A ramp at the Northampton Police Department is shown  under construction in April. Repairs to water leaks at the police station have cost $738,000. 
A ramp at the Northampton Police Department is shown  under construction in April. Repairs to water leaks at the police station have cost $738,000.  Credit: GAZETTE FILE PHOTO

Six years after opening, Northampton’s $16.5 million police station is marred by a costly dispute between the city and the companies responsible for designing and constructing the building on Center Street.

City officials say water leaks have cost city taxpayers nearly $740,000 to repair, prompting Northampton to file a lawsuit in Hampshire Superior Court last month against the general contractor, an architectural firm and an insurance company to recoup that money.

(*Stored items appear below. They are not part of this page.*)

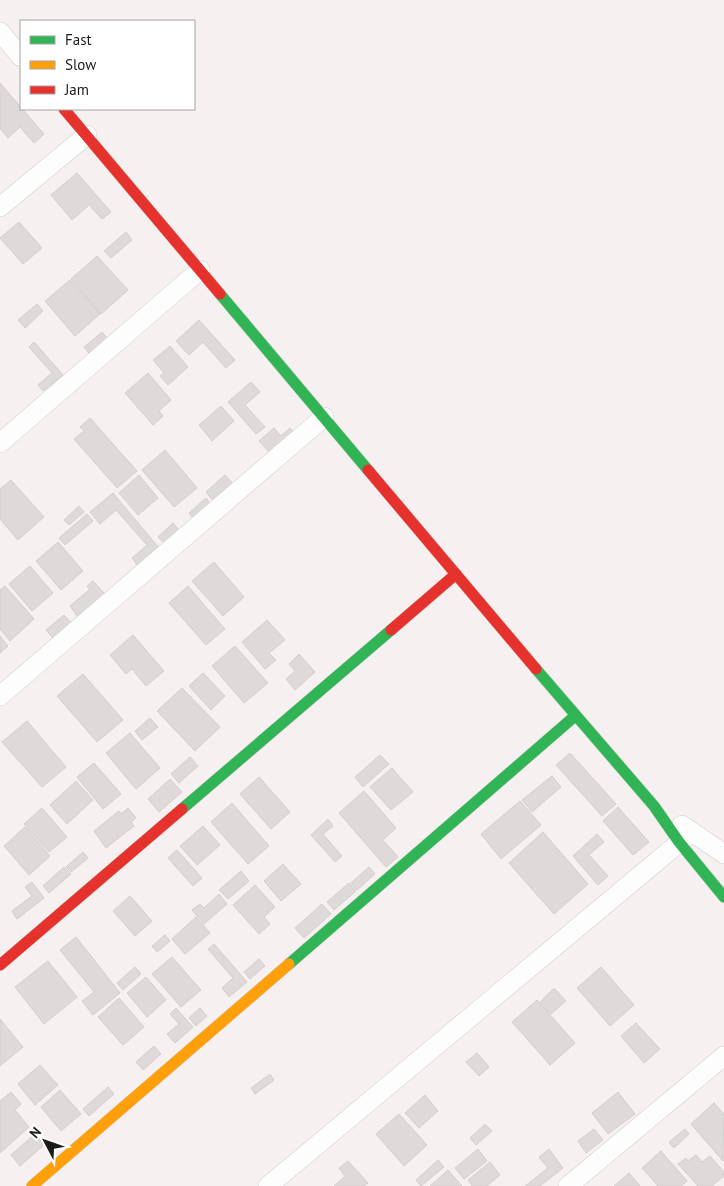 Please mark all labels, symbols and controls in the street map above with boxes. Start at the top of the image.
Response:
legend [20,20,195,110]
text: Fast [65,30,92,49]
text: Slow [65,55,96,74]
text: Jam [64,80,89,99]
north arrow [20,1116,70,1166]
text: N [25,1123,45,1142] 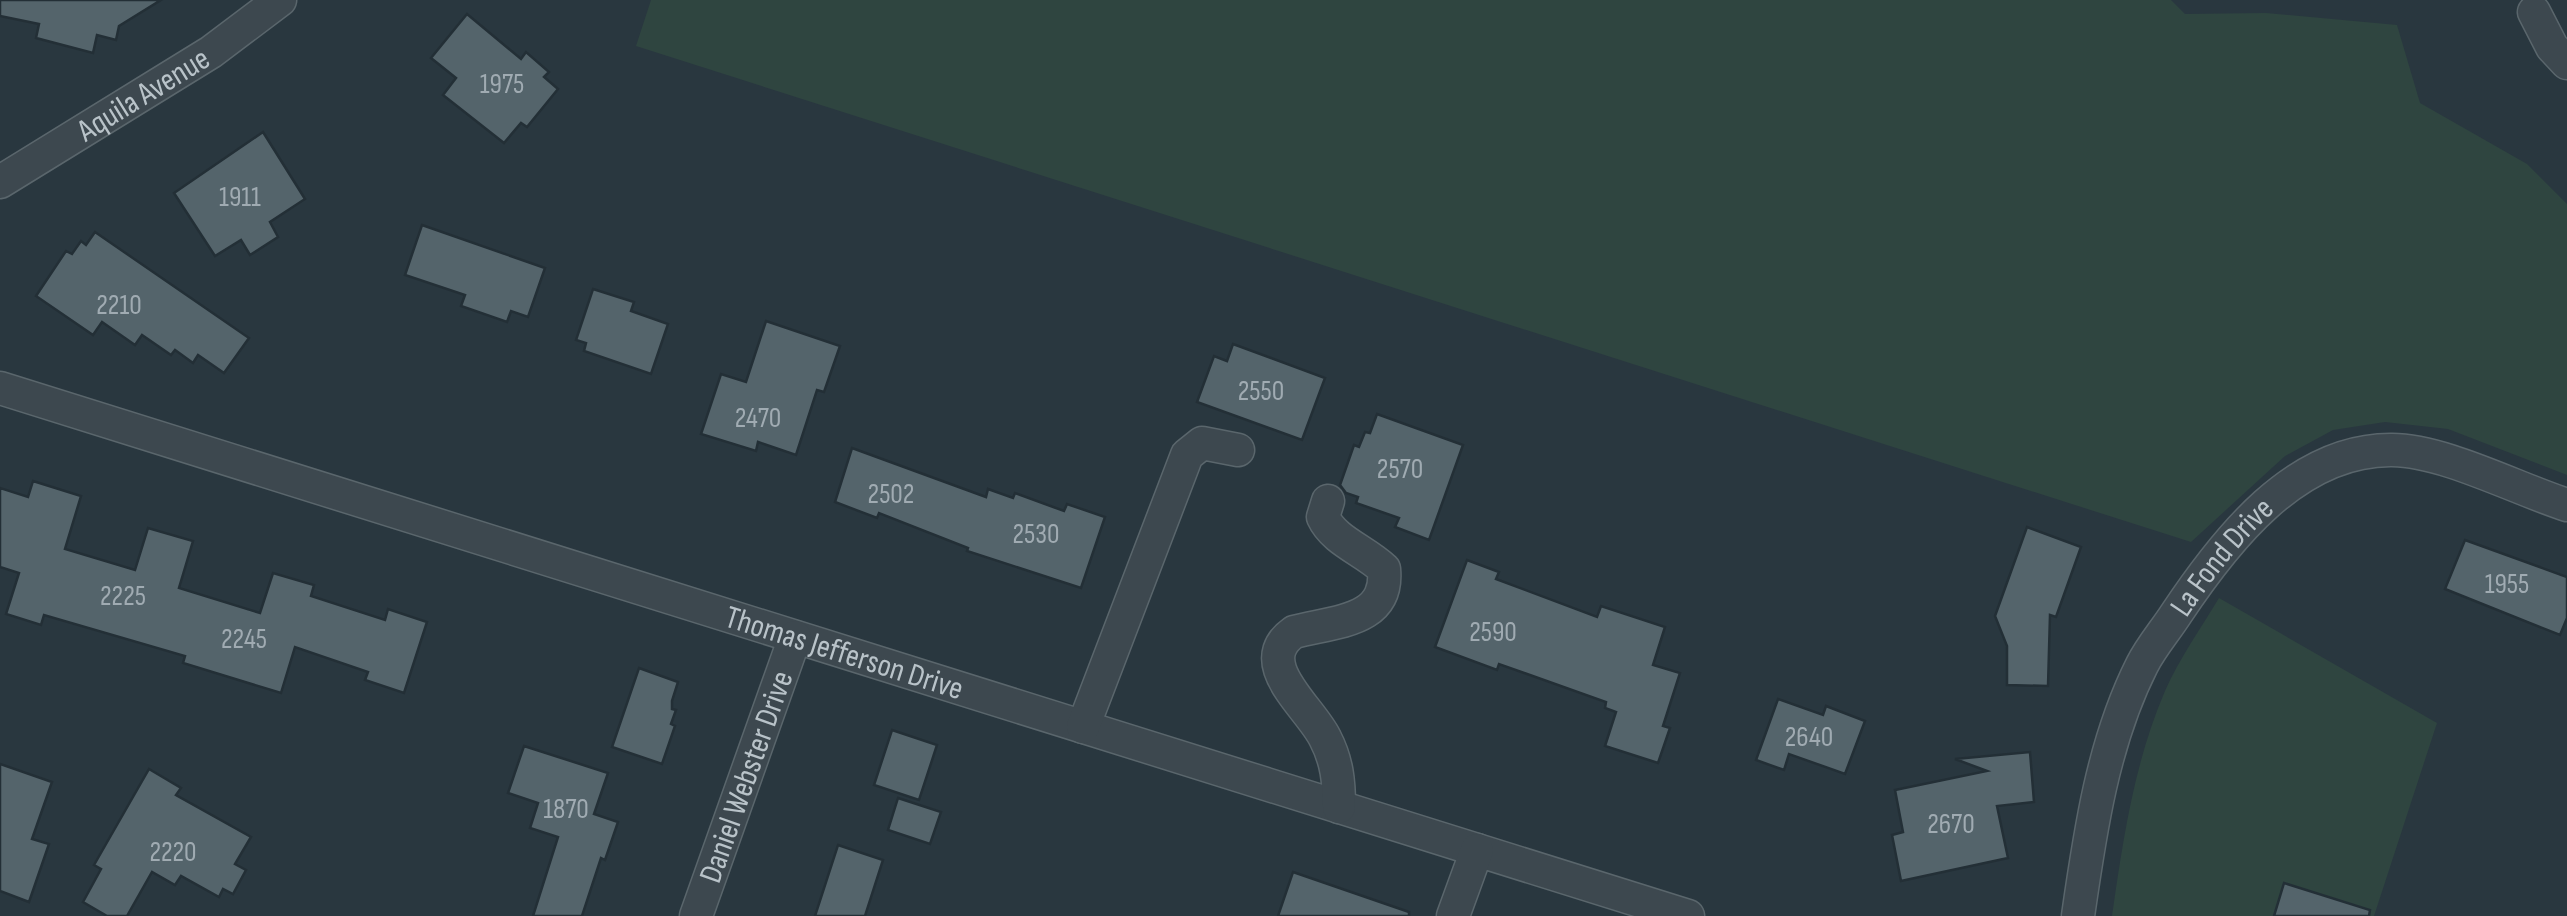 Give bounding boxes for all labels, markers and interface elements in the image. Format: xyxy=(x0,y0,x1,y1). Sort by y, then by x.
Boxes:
street label: Aquila Avenue xyxy=(70,40,217,151)
house number: 1975 xyxy=(480,68,524,101)
house number: 1911 xyxy=(219,181,261,214)
house number: 2210 xyxy=(96,289,142,322)
house number: 2550 xyxy=(1238,375,1284,408)
house number: 2470 xyxy=(735,402,781,435)
house number: 2570 xyxy=(1377,453,1423,486)
house number: 2502 xyxy=(868,478,914,511)
street label: La Fond Drive xyxy=(2162,489,2282,624)
house number: 2530 xyxy=(1013,518,1059,551)
house number: 1955 xyxy=(2485,568,2529,601)
house number: 2225 xyxy=(100,580,146,613)
street label: Thomas Jefferson Drive xyxy=(720,598,968,709)
house number: 2590 xyxy=(1469,616,1517,649)
house number: 2245 xyxy=(221,623,267,656)
street label: Daniel Webster Drive xyxy=(691,666,802,888)
house number: 2640 xyxy=(1785,721,1833,754)
house number: 1870 xyxy=(543,793,589,826)
house number: 2670 xyxy=(1927,808,1975,841)
house number: 2220 xyxy=(149,836,197,869) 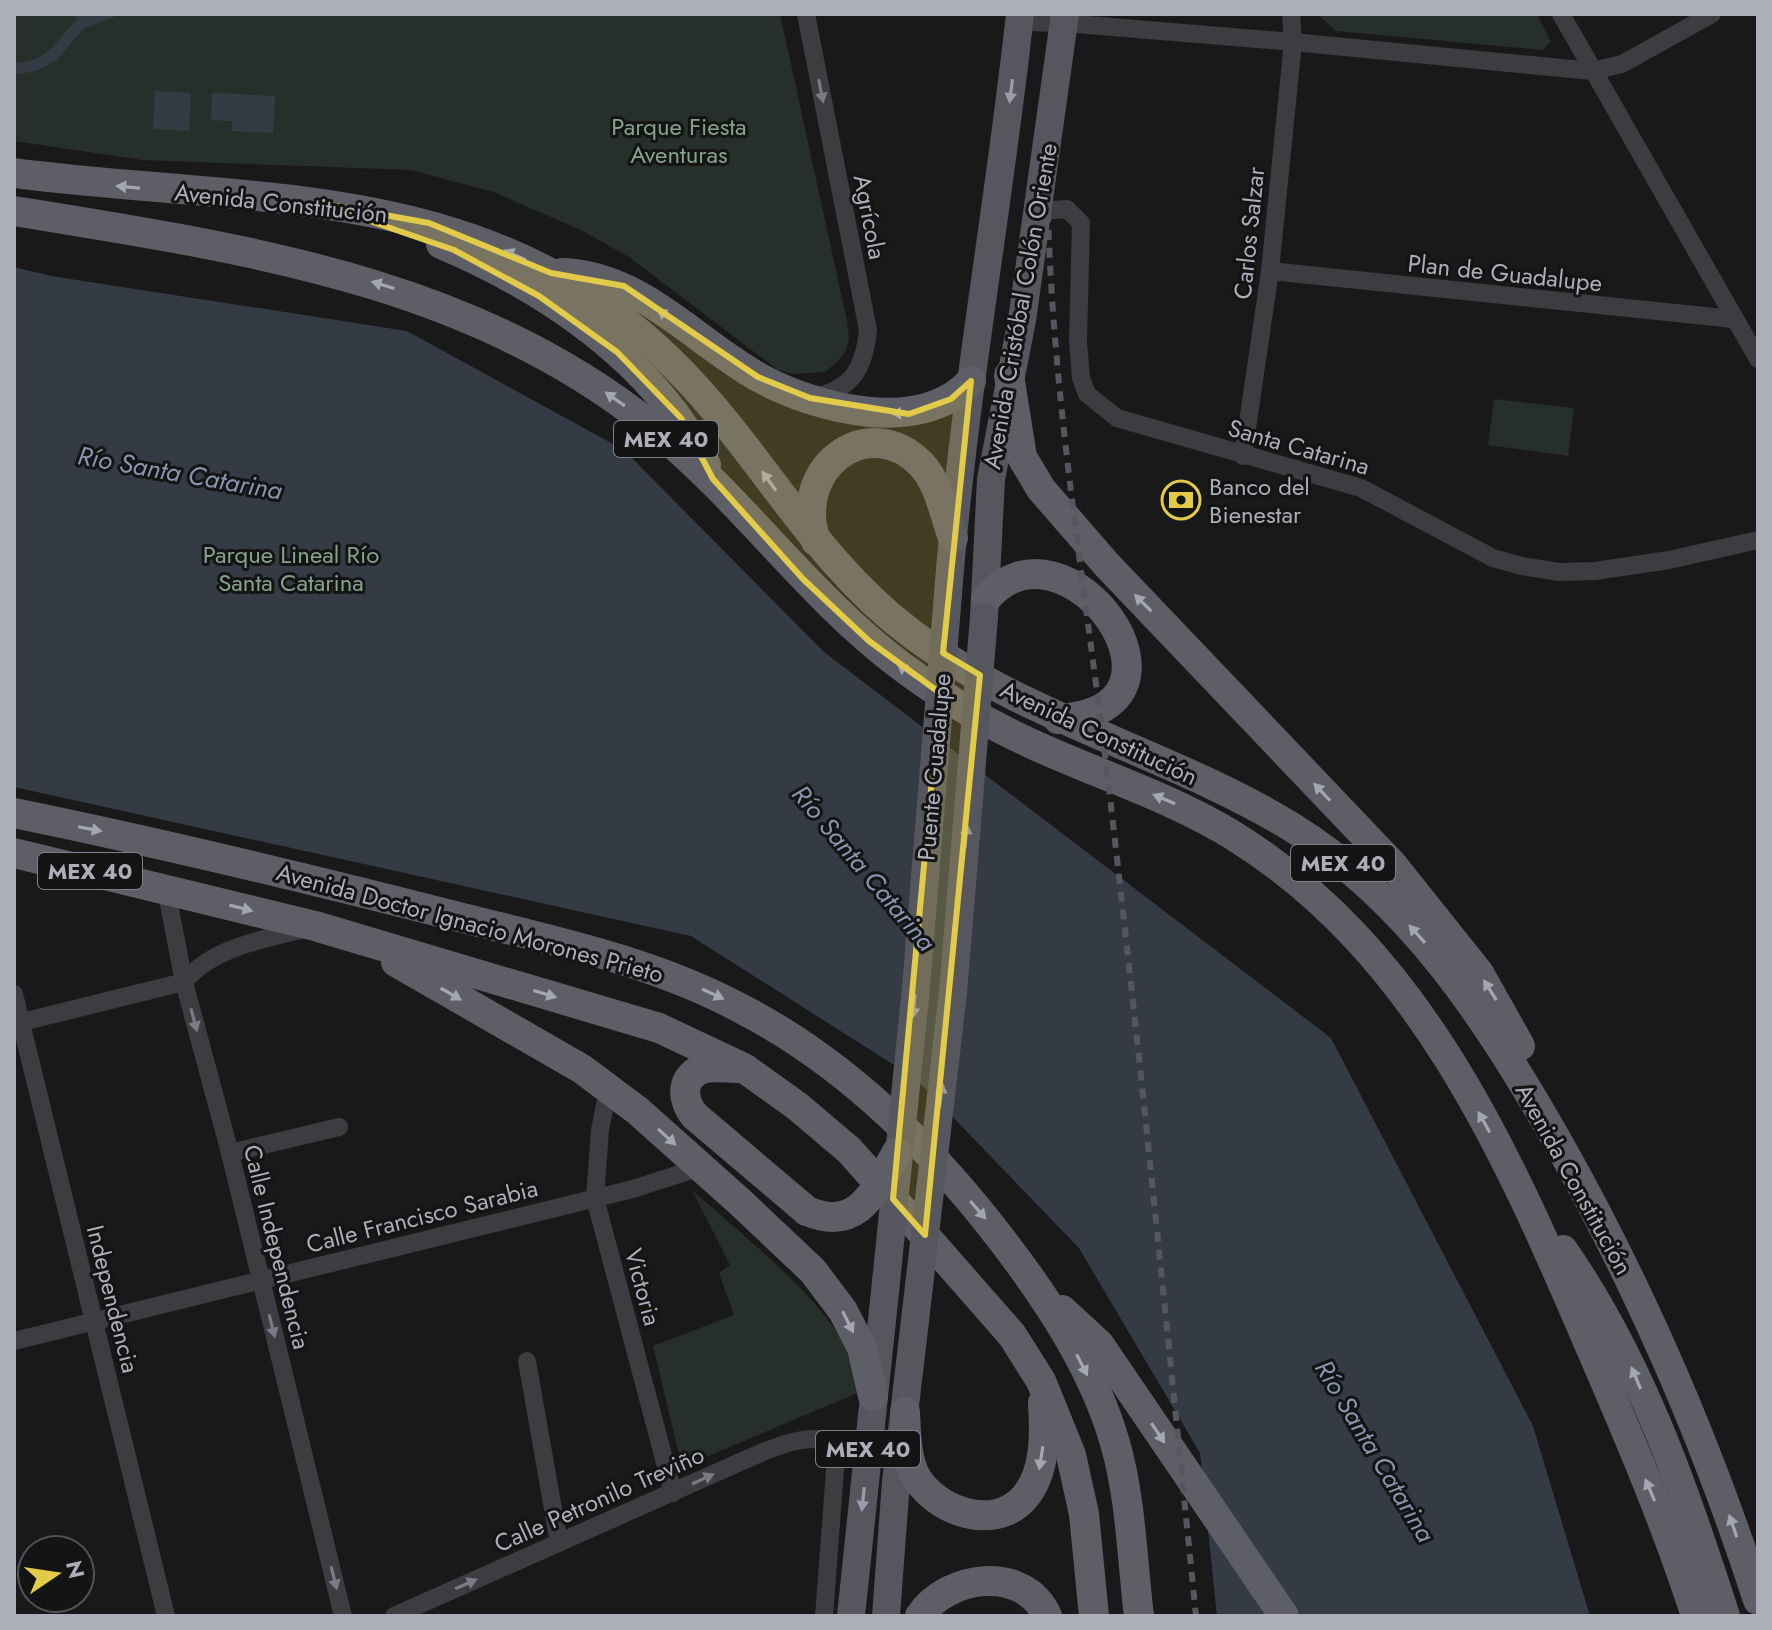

After initially working with the general contractor, Barr & Barr Inc. of Springfield, and the architectural firm, Caolo & Bieniek Associates of Chicopee, to resolve the problems, Northampton officials sought another solution. It got a second opinion and hired another architectural firm and contractor to review and address the leaks which led to the expensive repairs this spring. Liberty Mutual Co., which issued the bond for the project, is also named as a defendant in the lawsuit.

According to the May 18 lawsuit, issues with “persistent leaks and water infiltrations” began shortly after the Police Department occupied the building in July 2012, after a year of construction. The parking garage was completed in January 2013. The leaks occurred throughout the parking deck and garage and into the attached police station.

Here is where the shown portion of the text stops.